Extracted data
++++++++
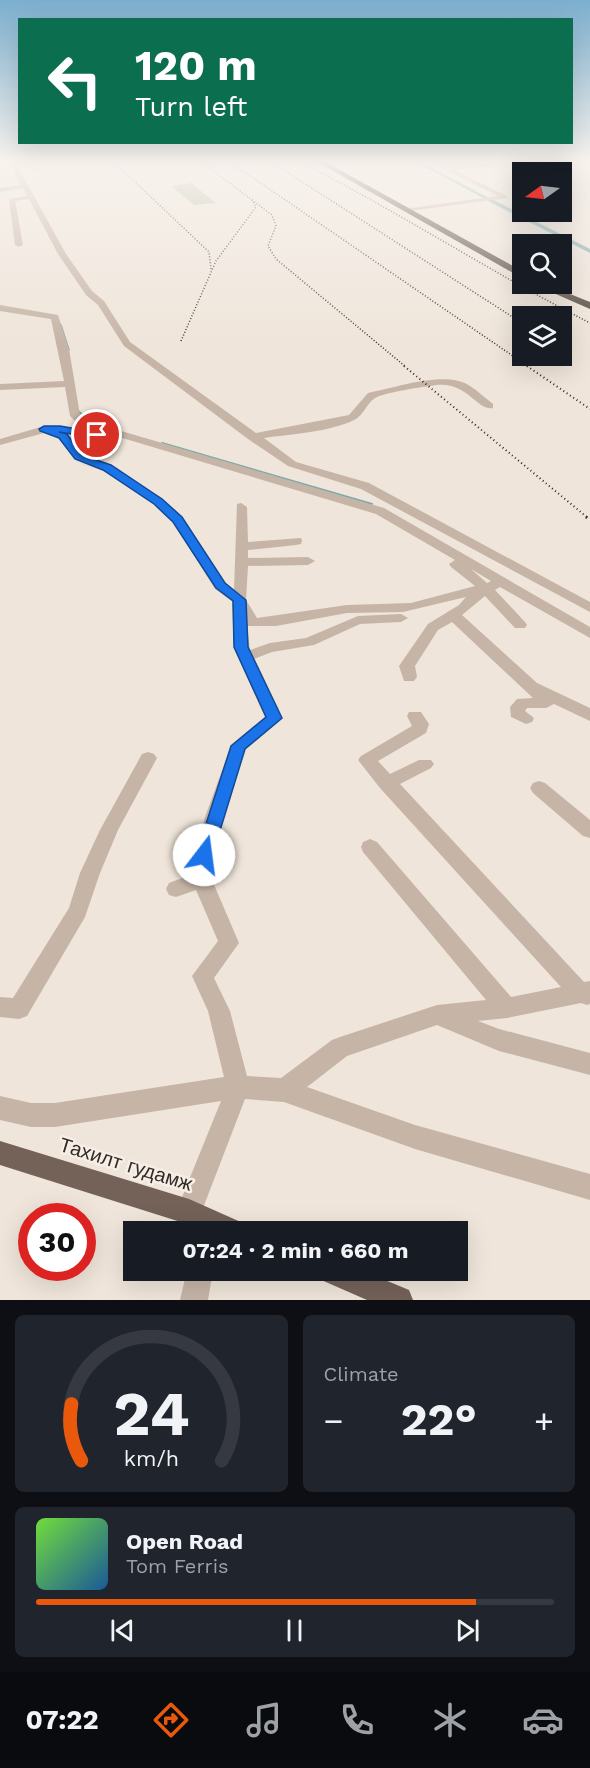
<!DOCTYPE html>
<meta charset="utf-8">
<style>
body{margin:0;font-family:"Work Sans",sans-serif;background:#20242c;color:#f1f3f6;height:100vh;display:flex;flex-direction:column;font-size:22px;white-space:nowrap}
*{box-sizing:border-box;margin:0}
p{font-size:20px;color:#9ea1a6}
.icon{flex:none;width:33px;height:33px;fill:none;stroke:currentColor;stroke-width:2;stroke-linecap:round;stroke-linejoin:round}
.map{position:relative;height:1300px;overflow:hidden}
.drawer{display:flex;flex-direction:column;gap:15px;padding:15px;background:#0d0f14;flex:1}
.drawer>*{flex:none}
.banner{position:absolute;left:18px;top:18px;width:555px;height:126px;border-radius:0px;box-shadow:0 6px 24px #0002;background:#0b6e4f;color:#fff;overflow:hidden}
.needle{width:39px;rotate:256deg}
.fabs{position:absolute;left:512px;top:162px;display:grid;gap:12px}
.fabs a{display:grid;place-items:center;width:60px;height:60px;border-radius:0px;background:#171b24;box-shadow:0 6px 24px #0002;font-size:30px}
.speed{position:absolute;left:18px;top:1203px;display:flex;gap:12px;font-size:30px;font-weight:700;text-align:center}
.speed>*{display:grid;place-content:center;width:78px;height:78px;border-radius:50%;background:#171b24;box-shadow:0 6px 24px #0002;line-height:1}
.speed .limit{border:9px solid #d22;background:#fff;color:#111}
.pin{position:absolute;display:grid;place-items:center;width:51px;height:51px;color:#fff;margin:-26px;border:3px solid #fff;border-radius:50%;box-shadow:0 2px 6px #0007}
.me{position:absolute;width:66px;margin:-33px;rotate:15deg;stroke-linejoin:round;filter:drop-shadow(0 0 4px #0008)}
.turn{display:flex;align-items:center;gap:21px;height:126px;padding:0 18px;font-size:27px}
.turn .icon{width:78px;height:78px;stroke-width:2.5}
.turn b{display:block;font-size:42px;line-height:51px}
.big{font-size:45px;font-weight:700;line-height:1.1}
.drawer .card{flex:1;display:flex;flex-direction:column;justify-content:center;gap:9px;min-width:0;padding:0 21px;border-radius:9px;background:#20242c}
.drawer .dial{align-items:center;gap:0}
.dial svg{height:156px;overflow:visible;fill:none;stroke:#363941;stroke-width:7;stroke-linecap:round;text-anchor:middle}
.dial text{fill:#f1f3f6;stroke:none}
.song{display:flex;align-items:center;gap:18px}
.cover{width:72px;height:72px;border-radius:9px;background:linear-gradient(135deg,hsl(100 70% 55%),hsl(210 70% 35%))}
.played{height:6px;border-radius:3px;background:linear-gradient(90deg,#ea580c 85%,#363941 85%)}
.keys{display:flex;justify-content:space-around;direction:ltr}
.heat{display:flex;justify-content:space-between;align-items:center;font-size:33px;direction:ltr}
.drawer .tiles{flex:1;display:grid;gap:15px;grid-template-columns:1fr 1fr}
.card:last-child{grid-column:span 2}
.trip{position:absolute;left:123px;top:1221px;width:345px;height:60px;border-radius:0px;background:#171b24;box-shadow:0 6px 24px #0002;font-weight:700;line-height:60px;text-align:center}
.dock{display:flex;height:96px;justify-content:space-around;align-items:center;background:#090b0e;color:#9ea1a6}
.dock .icon{width:42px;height:42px}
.dock .on{color:#ea580c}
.dock b{font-size:27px;color:#f1f3f6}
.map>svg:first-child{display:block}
</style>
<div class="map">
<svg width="590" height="1300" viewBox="0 0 590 1300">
<rect width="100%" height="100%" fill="#efe5da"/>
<polygon fill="#b2bd9b" points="192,183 192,184 216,203 194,205 171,186"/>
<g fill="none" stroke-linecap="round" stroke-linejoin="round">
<polyline stroke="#7ba8aa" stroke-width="1.5" points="61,325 69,350"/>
<g stroke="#7ba8aa" stroke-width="2">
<polyline points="77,410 92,423"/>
<polyline points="162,443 372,504"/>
</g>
<g fill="#7ba8aa" fill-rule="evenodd">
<polygon points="412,160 417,160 489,198 485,199"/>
<polygon points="488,199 492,199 590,249 590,253 488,201"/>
</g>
<g fill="#c6b5a7" fill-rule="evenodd">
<path d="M8,160H14L66,254L92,291L104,301L130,342L256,433L349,415L368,393L372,392C399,387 446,370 470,386C478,391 485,398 493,404V408C477,411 467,381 436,385C422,387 388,392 377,397C367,401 364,416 354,420C330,432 291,434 264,438L296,462L369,483L590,602V612L361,489L288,466L248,439L124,346L98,305L86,295L58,254L29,199L15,201L23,245L19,247L15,245L9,199L27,196L23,188L0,192V188L21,185Z"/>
<polygon points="426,160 433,160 448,167 538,160 454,170 507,196 507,198 409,211 411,208 498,196"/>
<polygon points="583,160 590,160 590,164"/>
<path d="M0,305L58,315L69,349L80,415L87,421L384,508L590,627V638L500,587L495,590L525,622L527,625L525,628H515L485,596L462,615L537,683L590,708V721L554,704L546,708H527L525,711L534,718L532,722L526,724L511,717L510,707L517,699L533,698L452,622L438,630L415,666L417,677L414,681H404L399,666L428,624L459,605L466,597L403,612L347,613L276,626H247L250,650L270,643L306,638L358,616L401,614L408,618L401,622L360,624L314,645L272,652L254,659L282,719L246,749L223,817L209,873L239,943L214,978L230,1011L247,1076L281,1078L332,1040L340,1037L437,1005L486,1000L363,852L361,847L363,842L370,839L377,842L511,997L561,987L380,788L358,760L361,756L412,726L407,716L409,712H421L429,724L426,733L378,761L390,774L419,760H431L434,764L431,768L400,784L584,982L590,981V1004L587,1005L581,1003L507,1018L478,1021L499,1029L590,1053V1075L499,1051L437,1025L347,1056L307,1087L415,1125L590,1174V1200L415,1149L284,1102L245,1099L198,1221L189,1225L180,1221L176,1212L221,1101L55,1127H31L0,1120V1096L31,1103H55L224,1077L208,1011L192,976L218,941L196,890L176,897L169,895L166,889L169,883L185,877L190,870L205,817L231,746L265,717L234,647L232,601L215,589L173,522L154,504L103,470L75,459L59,438L44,433L0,445V439L44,426L67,434L83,455L111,466L162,498L182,517L225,583L234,590L237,504L241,503L247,507L248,542L301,538L302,541L301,544L296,545L248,550V558L308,557L315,561L308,565L248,566L246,600L257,618L347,605L411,603L475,586L451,567L449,564L455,560L376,514L79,425L70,416L65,387L0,390V384L64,381L51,319L0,311ZM471,569L491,581L487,583Z"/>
<polygon points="148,752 154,754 157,758 118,830 100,873 85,917 27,1016 19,1019 0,1017 0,997 13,998 69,908 80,873 100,830 142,754"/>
<polygon points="539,781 545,783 590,820 590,838 583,836 533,793 530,788 533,783"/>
<polygon points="187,1270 213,1270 208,1300 180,1300"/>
</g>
<g fill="#746259" fill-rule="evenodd">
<polygon points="0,1141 189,1199 243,1223 247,1232 203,1232 187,1224 0,1165"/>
<polygon points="315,1270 361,1270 409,1290 413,1300 367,1300 319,1279"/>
</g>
<g fill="#53453f" fill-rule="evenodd">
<polygon points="314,160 322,160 522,271 522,278"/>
<polygon points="533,284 545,284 590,302 590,309"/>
</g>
<g stroke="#332b27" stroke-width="1.5" stroke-dasharray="1 2" stroke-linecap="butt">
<polyline points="112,160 209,252 211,269"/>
<polyline points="199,160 272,215 276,226 268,246 276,259 406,367"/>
<polyline points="227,160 529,367"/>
<polyline points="268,160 522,323"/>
<path d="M296,160C396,210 490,272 590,323"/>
<polyline points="181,341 216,261 256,207 251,198"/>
</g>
<g stroke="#332b27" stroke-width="2" stroke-dasharray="1 3" stroke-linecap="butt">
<polyline points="404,366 588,518"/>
<polyline points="527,366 590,409"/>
</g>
<polyline stroke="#332b27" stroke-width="3" stroke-dasharray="1.5 4.5" stroke-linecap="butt" points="586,517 590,520"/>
</g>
<linearGradient id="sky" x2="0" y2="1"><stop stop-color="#7cafcf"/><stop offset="0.47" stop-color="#f8f3ee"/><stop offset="1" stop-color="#f8f3ee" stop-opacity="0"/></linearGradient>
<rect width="590" height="342" fill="url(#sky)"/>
<polygon fill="#1a73e8" stroke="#114b97" stroke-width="1.5" points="44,426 60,426 100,433 100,438 97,438 59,432 67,434 82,455 111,465 162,499 182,517 225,583 246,600 248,647 282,718 245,749 211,860 198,860 196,855 231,746 266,717 234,647 233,601 216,588 173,522 154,504 103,470 75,459 59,438 40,431 39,429"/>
<g text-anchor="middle" stroke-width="5" stroke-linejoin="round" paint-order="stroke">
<g font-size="20" fill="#332b27" stroke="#f7efe6">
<text transform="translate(126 1164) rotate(17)" y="7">Тахилт гудамж</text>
</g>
</g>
</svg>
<div class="fabs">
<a><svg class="needle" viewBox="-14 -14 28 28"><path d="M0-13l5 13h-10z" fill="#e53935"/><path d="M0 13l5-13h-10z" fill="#9ea1a6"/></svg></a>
<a><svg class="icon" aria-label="search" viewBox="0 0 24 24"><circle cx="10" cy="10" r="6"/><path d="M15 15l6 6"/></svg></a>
<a><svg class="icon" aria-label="layers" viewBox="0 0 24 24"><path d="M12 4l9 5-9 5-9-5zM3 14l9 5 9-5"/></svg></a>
</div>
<div class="speed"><div class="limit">30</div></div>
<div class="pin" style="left:97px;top:435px;background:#d93025"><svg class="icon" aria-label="arrive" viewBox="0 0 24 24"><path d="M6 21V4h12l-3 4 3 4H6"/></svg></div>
<svg class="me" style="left:204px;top:855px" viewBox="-20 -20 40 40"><circle r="19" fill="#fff"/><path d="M0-13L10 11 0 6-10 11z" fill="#1a73e8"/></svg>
<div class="trip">07:24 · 2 min · 660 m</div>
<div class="banner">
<div class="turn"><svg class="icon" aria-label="left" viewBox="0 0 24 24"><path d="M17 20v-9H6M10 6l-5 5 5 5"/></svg><div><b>120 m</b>Turn left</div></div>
</div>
</div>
<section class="drawer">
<div class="tiles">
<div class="card dial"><svg viewBox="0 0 100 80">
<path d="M14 69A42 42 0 1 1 86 69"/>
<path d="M14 69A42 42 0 0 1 9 40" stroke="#ea580c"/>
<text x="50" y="56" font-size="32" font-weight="700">24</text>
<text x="50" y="72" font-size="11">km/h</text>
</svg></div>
<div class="card"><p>Climate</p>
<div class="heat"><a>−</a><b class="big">22°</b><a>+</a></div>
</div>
<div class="card">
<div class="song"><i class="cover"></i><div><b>Open Road</b><p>Tom Ferris</p></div></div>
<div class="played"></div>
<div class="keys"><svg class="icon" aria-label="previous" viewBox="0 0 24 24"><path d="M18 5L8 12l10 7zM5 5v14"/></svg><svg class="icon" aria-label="pause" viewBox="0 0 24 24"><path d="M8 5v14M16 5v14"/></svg><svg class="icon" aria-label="next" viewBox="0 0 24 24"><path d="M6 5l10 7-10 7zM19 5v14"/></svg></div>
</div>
</div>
</section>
<nav class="dock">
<b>07:22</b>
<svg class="icon on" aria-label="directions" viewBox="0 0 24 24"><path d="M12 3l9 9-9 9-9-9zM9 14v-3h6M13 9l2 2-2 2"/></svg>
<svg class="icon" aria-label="music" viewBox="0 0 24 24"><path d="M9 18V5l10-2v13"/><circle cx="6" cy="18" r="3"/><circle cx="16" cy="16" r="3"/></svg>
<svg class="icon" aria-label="phone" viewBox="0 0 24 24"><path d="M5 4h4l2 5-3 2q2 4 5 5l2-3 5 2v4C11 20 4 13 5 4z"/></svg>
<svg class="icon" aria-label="climate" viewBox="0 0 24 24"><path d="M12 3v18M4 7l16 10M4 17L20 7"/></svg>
<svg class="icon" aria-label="car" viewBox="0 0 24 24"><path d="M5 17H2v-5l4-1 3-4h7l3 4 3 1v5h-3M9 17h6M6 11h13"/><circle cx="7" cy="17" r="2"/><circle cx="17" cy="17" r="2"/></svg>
</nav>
++++++++
Go through the records above and report how many lines contain "solid". Write the number only.

2